As someone with IBS, the Mediterranean diet provides me with the recommended 30 plant sources per week that diversifies my gut bacteria, according to Jackson. She also emphasized that this doesn’t need to be a strict diet, and other foods can still be enjoyed in moderation. To help her eat Mediterranean-style, Jackson shared six of her go-to foods that she always keeps in her kitchen.
Nuts and Seeds
Jackson likes to keep a variety of nuts and seeds in a container, which she adds to dishes like salads and oatmeal. According to her, this provides a good source of healthy fats and diversity that are beneficial for the gut microbiota.
Jackson stocks her kitchen with an array of whole grain carbohydrates such as brown rice, wholemeal bread, wholemeal pasta, oats, and quinoa. She finds them quick to cook and the perfect foundation for meals. “They form an awesome base for your main meals,” she said.

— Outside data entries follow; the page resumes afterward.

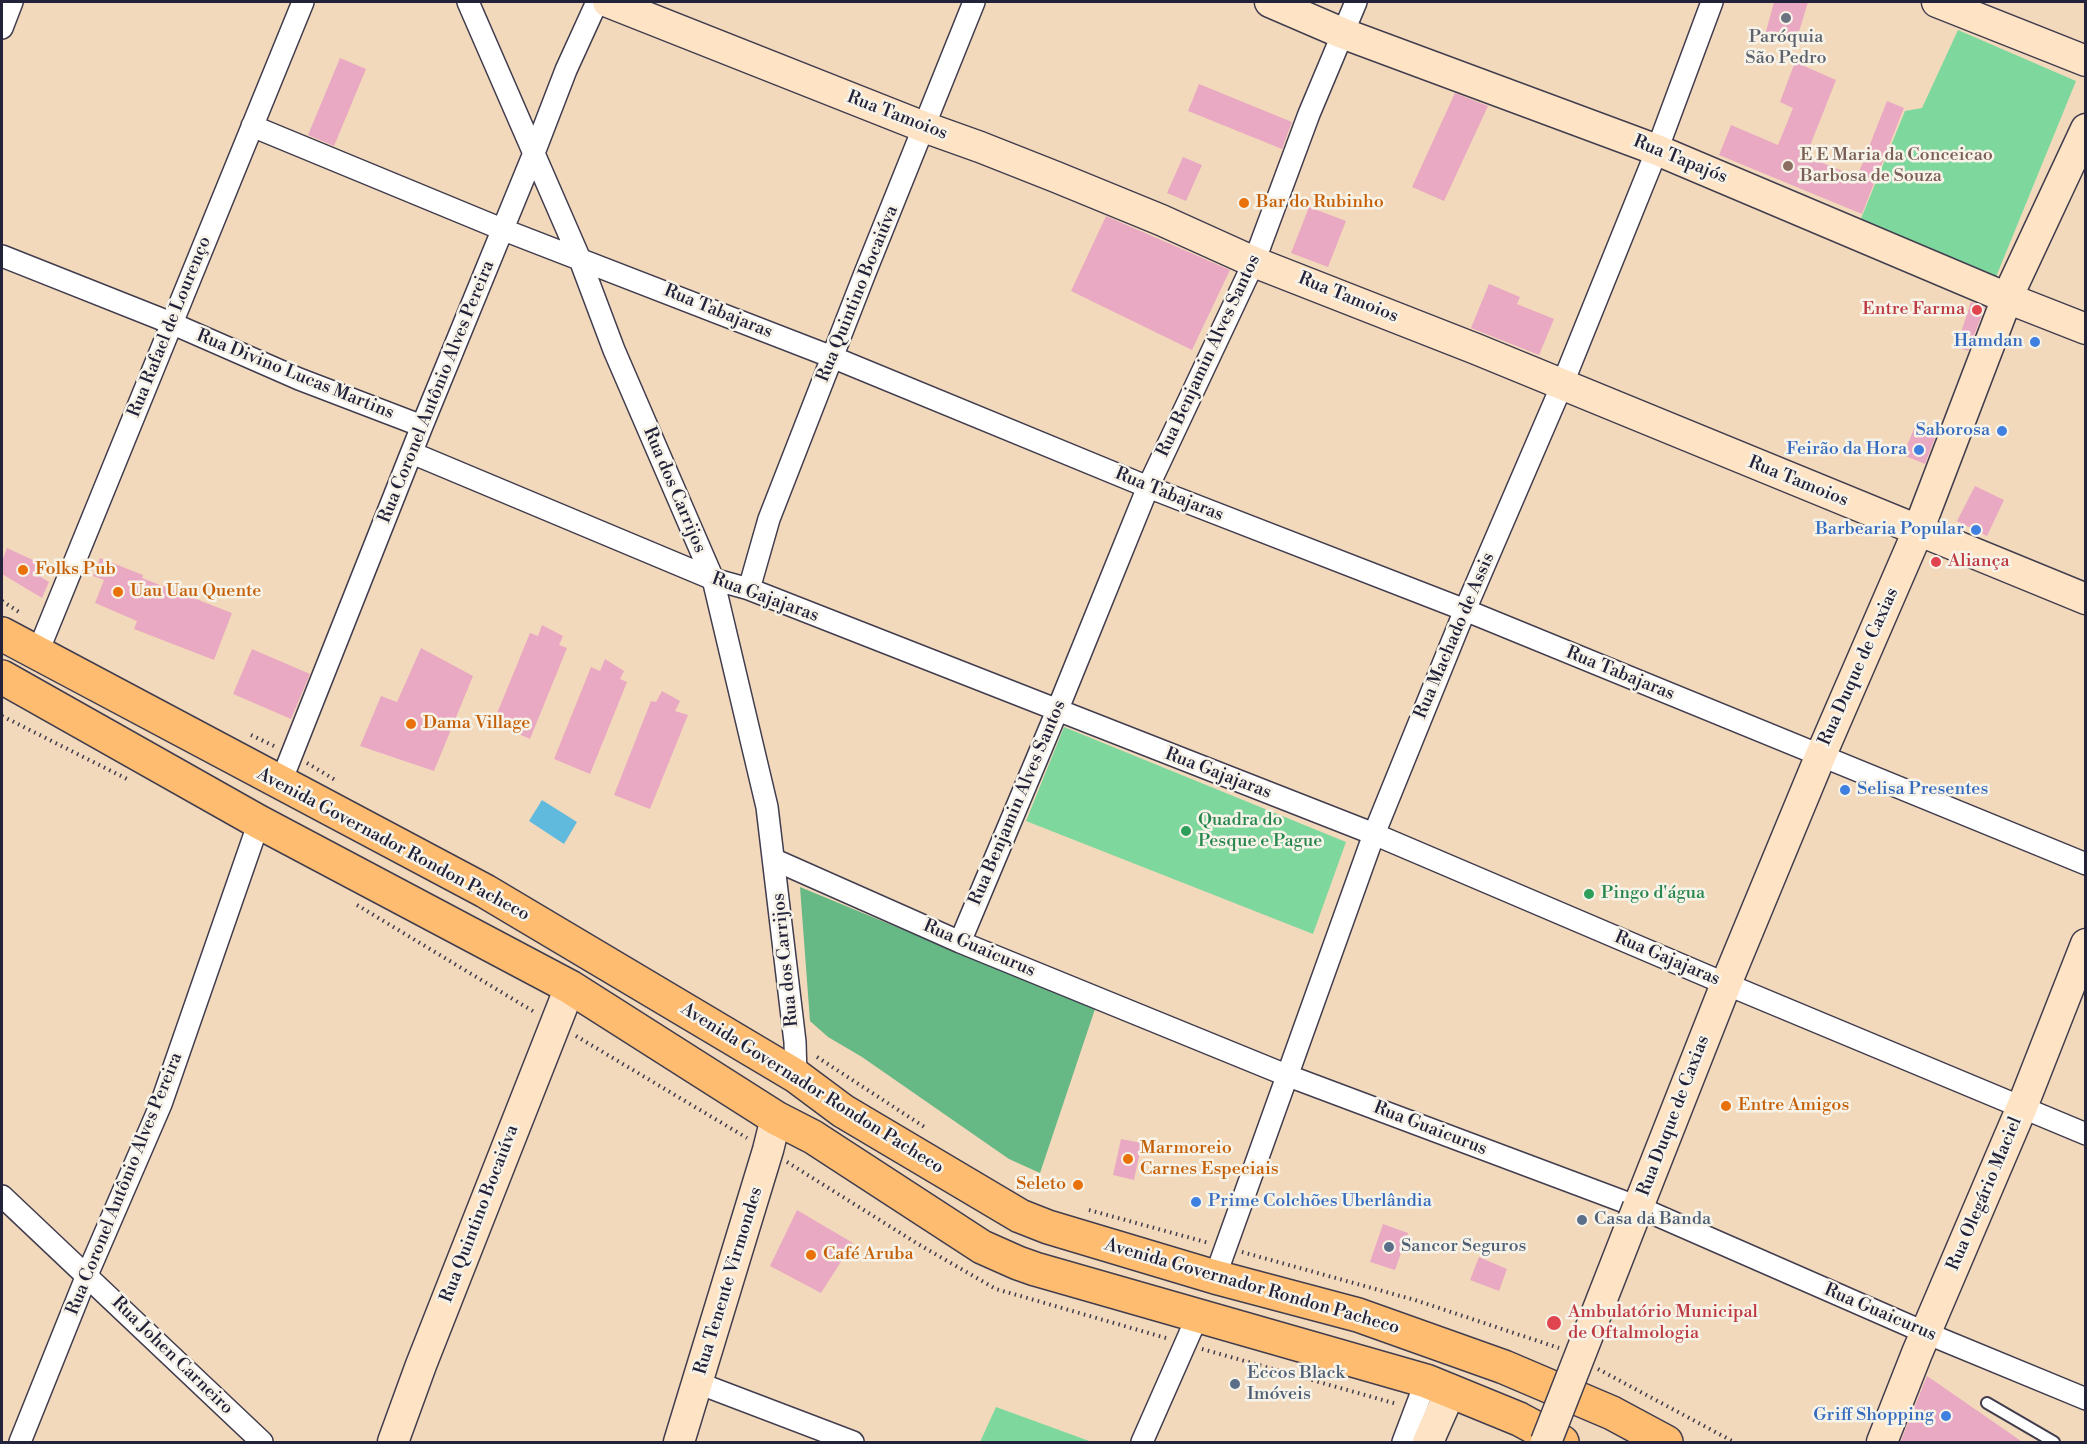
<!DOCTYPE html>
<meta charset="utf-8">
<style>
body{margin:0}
#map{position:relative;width:2087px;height:1444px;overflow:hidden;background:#f3d9bb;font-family:"Libre Bodoni",serif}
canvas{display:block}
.frame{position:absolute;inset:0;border:3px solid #22223b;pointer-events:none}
</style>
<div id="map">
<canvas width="2087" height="1444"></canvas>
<div class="frame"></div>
</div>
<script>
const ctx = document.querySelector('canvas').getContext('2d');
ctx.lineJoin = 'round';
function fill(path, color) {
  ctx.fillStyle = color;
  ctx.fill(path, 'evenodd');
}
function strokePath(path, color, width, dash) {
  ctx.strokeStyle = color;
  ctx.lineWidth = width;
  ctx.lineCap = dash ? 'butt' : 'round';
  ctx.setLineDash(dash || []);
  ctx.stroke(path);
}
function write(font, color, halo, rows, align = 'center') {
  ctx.font = font + ' "Libre Bodoni",serif';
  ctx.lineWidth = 5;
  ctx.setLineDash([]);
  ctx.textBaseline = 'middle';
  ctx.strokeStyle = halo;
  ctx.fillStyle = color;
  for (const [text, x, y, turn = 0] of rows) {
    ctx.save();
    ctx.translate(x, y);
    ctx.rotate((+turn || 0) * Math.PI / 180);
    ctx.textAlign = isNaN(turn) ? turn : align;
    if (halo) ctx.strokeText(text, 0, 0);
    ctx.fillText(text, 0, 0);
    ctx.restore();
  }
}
const green = new Path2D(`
 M1958,30L2076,81L1996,277L1860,221L1905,111L1922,108Z
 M1064,727L1346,842L1313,934L1026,821Z
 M996,1407L1092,1442H980Z`);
const forest = new Path2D(`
 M800,887L1095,1009L1040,1173L1009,1159L862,1057L828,1037L810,1021Z`);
const water = new Path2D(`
 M542,800L577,822L564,844L529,821Z`);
const building = new Path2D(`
 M1774,2H1808L1795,45L1765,35Z
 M340,58L366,69L334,146L308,135Z
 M1795,62L1836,80L1806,156L1857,177L1887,101L1904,108L1862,214L1719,155L1731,125L1778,145L1793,108L1780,102Z
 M1199,84L1292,122L1282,149L1188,111Z
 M1455,93L1488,106L1444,201L1412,187Z
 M1183,157L1202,165L1186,201L1167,193Z
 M1309,207L1346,221L1328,267L1291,253Z
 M1106,216L1230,270L1192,350L1071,291Z
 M1489,284L1520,297L1517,304L1554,319L1539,355L1471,328Z
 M1971,302L1985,307L1968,351L1956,347Z
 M1916,424L1937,433L1925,464L1903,455Z
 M1975,486L2004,500L1987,536L1957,521Z
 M7,548L46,566L41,577L49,582L42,598L2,574V561Z
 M100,558L143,575L142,578L232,613L214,660L134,629L137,621L95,603L104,580L93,576Z
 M542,625L563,636L559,645L567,648L530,739L493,723L530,633L538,636Z
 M421,648L473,676L434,771L360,746L381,696L397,702Z
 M252,649L310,674L291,719L233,694Z
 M605,659L624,671L620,679L627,682L590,774L554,759L591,667L600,671Z
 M662,691L680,701L675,711L688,715L650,809L614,795L651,701L656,702Z
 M1121,1139L1142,1143L1134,1180L1113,1175Z
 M797,1210L853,1243L821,1293L770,1266Z
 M1383,1224L1408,1233L1395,1270L1370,1262Z
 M1479,1257L1507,1269L1499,1291L1470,1280Z
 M1927,1376L1946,1389L2024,1443H1900Z`);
const path = new Path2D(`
 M2,601L19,612
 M2,716L127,779
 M251,735L274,746
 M307,763L337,781
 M357,905L536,1013
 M576,1036L747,1138
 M817,1057L926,1128
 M787,1162L918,1244L996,1289L1166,1338
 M1089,1210L1209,1243
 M1242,1252L1415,1300L1559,1348
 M1202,1349L1397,1404
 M1598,1369L1734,1442`);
const lane = new Path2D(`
 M1987,1403L2054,1442`);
const street = new Path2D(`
 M468,2L579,257L614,350L713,579L767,807L795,1042L796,1076
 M2,28L12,2
 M252,126L504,230L832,357L1148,487L1465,610L2086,864
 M2,256L171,323L299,379L422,426
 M412,453L713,579L749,589L1374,834L1726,984L2086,1134
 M749,589L769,519L865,273L974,2
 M37,654L303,2
 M280,784L422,426L534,153L566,70L597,2
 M775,860L960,942L1286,1075L1638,1207L1926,1333L2086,1399
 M960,942L1057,711L1148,487L1254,262L1309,114L1356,2
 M2,1196L262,1442
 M1215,1277L1374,834L1465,610L1562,385L1657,150L1712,2
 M698,1383L853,1442
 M20,1442L87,1275L161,1104L259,822
 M1142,1442L1198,1315
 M1403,1442L1426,1381`);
const secondary = new Path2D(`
 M608,2L924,127L980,147L1056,177L1161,220L1254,262L1476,349L2086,599
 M1270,2L1342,33L1657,150L2007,298L2086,329
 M1937,2L2086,61
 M1638,1207L1726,984L1820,757L1918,531L2007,298L2086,129
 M393,1442L421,1365L570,987
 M679,1442L768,1150L776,1118
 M1428,1442L1451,1390
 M1882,1442L1917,1353L2022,1107L2086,944`);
const primary = new Path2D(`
 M2,634L485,891L796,1076L843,1111L1020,1216L1048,1227L1215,1277L1358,1315L1504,1367L1612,1413L1666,1442
 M2,677L259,822L570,987L776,1118L813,1137L982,1247L1018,1263L1035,1269L1426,1381L1519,1419L1562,1442`);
const secondaryBridge = new Path2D(`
 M1546,1442L1638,1207`);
const markers = [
 [1786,18,6,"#6b7280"],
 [1788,166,6,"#8d6e63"],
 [1244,203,6,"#e8710a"],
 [1977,310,6,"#e0444e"],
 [2035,342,6,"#3f7fe0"],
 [2002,431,6,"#3f7fe0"],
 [1919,450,6,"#3f7fe0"],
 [1976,530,6,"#3f7fe0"],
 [1936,562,6,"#e0444e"],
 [23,570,6,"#e8710a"],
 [118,592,6,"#e8710a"],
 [411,724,6,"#e8710a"],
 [1845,790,6,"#3f7fe0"],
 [1186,831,6,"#2e9e5b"],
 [1589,894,6,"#2e9e5b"],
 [1726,1106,6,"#e8710a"],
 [1128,1159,6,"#e8710a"],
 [1078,1185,6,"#e8710a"],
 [1196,1202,6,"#3f7fe0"],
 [1582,1220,6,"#5c6f8a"],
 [1389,1247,6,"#5c6f8a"],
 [811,1255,6,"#e8710a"],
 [1554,1323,8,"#e0444e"],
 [1235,1384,6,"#5c6f8a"],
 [1946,1416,6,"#3f7fe0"]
];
const worshipNames = [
 ["Paróquia",1786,38],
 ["São Pedro",1786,59]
];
const streetNames = [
 ["Rua Tamoios",897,116,21],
 ["Rua Tapajós",1680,160,22],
 ["Rua Quintino Bocaiúva",858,294,-68],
 ["Rua Tamoios",1348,298,22],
 ["Rua Tabajaras",718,312,22],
 ["Rua Rafael de Lourenço",170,327,-68],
 ["Rua Benjamin Alves Santos",1209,356,-65],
 ["Rua Divino Lucas Martins",295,375,22],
 ["Rua Coronel Antônio Alves Pereira",437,392,-68],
 ["Rua Tamoios",1798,482,22],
 ["Rua dos Carrijos",674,490,67],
 ["Rua Tabajaras",1169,495,22],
 ["Rua Gajajaras",765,598,20],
 ["Rua Machado de Assis",1455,636,-67],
 ["Rua Duque de Caxias",1859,667,-66],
 ["Rua Tabajaras",1620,674,22],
 ["Rua Gajajaras",1218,774,21],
 ["Rua Benjamin Alves Santos",1018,803,-67],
 ["Avenida Governador Rondon Pacheco",393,845,28],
 ["Rua Guaicurus",979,949,23],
 ["Rua Gajajaras",1667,959,23],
 ["Rua dos Carrijos",786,960,-96],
 ["Avenida Governador Rondon Pacheco",812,1089,32],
 ["Rua Duque de Caxias",1674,1116,-69],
 ["Rua Guaicurus",1430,1129,21],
 ["Rua Coronel Antônio Alves Pereira",125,1184,-68],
 ["Rua Olegário Maciel",1985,1194,-67],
 ["Rua Quintino Bocaiúva",480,1214,-69],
 ["Rua Tenente Virmondes",729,1281,-73],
 ["Avenida Governador Rondon Pacheco",1252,1287,16],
 ["Rua Guaicurus",1880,1313,23],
 ["Rua Johen Carneiro",172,1356,44]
];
const educationNames = [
 ["E E Maria da Conceicao",1800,156],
 ["Barbosa de Souza",1800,177]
];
const foodNames = [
 ["Bar do Rubinho",1256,203],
 ["Folks Pub",35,570],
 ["Uau Uau Quente",130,592],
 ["Dama Village",423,724],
 ["Entre Amigos",1738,1106],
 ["Marmoreio",1140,1149],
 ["Carnes Especiais",1140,1170],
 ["Seleto",1066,1185,"right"],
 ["Café Aruba",823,1255]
];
const healthNames = [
 ["Entre Farma",1965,310,"right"],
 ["Aliança",1948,562],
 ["Ambulatório Municipal",1568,1313],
 ["de Oftalmologia",1568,1334]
];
const shopNames = [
 ["Hamdan",2023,342],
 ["Saborosa",1990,431],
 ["Feirão da Hora",1907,450],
 ["Barbearia Popular",1964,530],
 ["Selisa Presentes",1857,790,"left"],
 ["Prime Colchões Uberlândia",1208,1202,"left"],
 ["Griff Shopping",1934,1416]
];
const leisureNames = [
 ["Quadra do",1198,821],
 ["Pesque e Pague",1198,842],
 ["Pingo d'água",1601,894]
];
const serviceNames = [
 ["Casa da Banda",1594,1220],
 ["Sancor Seguros",1401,1247],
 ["Eccos Black",1247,1374],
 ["Imóveis",1247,1395]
];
fill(green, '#7ed89e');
fill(forest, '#66b885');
fill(water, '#60bade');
fill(building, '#e9a9c2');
strokePath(lane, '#413d4e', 14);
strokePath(street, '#413d4e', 24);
strokePath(secondary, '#413d4e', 33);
strokePath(primary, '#413d4e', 36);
strokePath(path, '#413d4e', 4, [1.5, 4.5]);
strokePath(lane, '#fff', 10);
strokePath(street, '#fff', 21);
strokePath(secondary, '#fee4c5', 30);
strokePath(primary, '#fdbc6f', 33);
strokePath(secondaryBridge, '#413d4e', 33, []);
strokePath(secondaryBridge, '#fee4c5', 30);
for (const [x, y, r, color] of markers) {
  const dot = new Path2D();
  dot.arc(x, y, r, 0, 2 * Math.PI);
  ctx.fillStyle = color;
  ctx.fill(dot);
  strokePath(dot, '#f7f3e8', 2);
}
write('18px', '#5b616d', '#f7f3e8', worshipNames);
write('18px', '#22223b', '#f7f3e8', streetNames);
write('18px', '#785e54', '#f7f3e8', educationNames, 'left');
write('18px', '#c56008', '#f7f3e8', foodNames, 'left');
write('18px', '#be3a42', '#f7f3e8', healthNames, 'left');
write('18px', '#366cbe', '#f7f3e8', shopNames, 'right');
write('18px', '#27864d', '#f7f3e8', leisureNames, 'left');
write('18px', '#4e5e75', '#f7f3e8', serviceNames, 'left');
</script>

Jackson eats a diverse selection of vegetables thanks to her subscription to a delivery service that sends her boxes full of fresh and seasonal produce, as well as items that would otherwise be discarded. Eating these different types of vegetables can help reduce the risk of heart disease, stroke, certain cancers, lower blood pressure, and improve digestive health. As Savanna Swain-Wilson from Inside, adding a variety of vegetables to one’s diet is beneficial.
Frozen fruit is more cost-effective than fresh produce, and it also provides more micro-nutrients due to its being frozen shortly after harvesting, according to Jackson.
Jackson has two types of olive oil in her kitchen: high quality virgin olive oil and extra light olive oil. She uses the virgin variety for its antioxidants, to make hummus, or for drizzling over bread. The extra light variety is used for cooking as it is more stable and does not release harmful compounds when heated.
Jackson mentioned that he always keeps tinned sardines in tomato sauce in the cupboard as they are tasty and more affordable than buying fresh fish.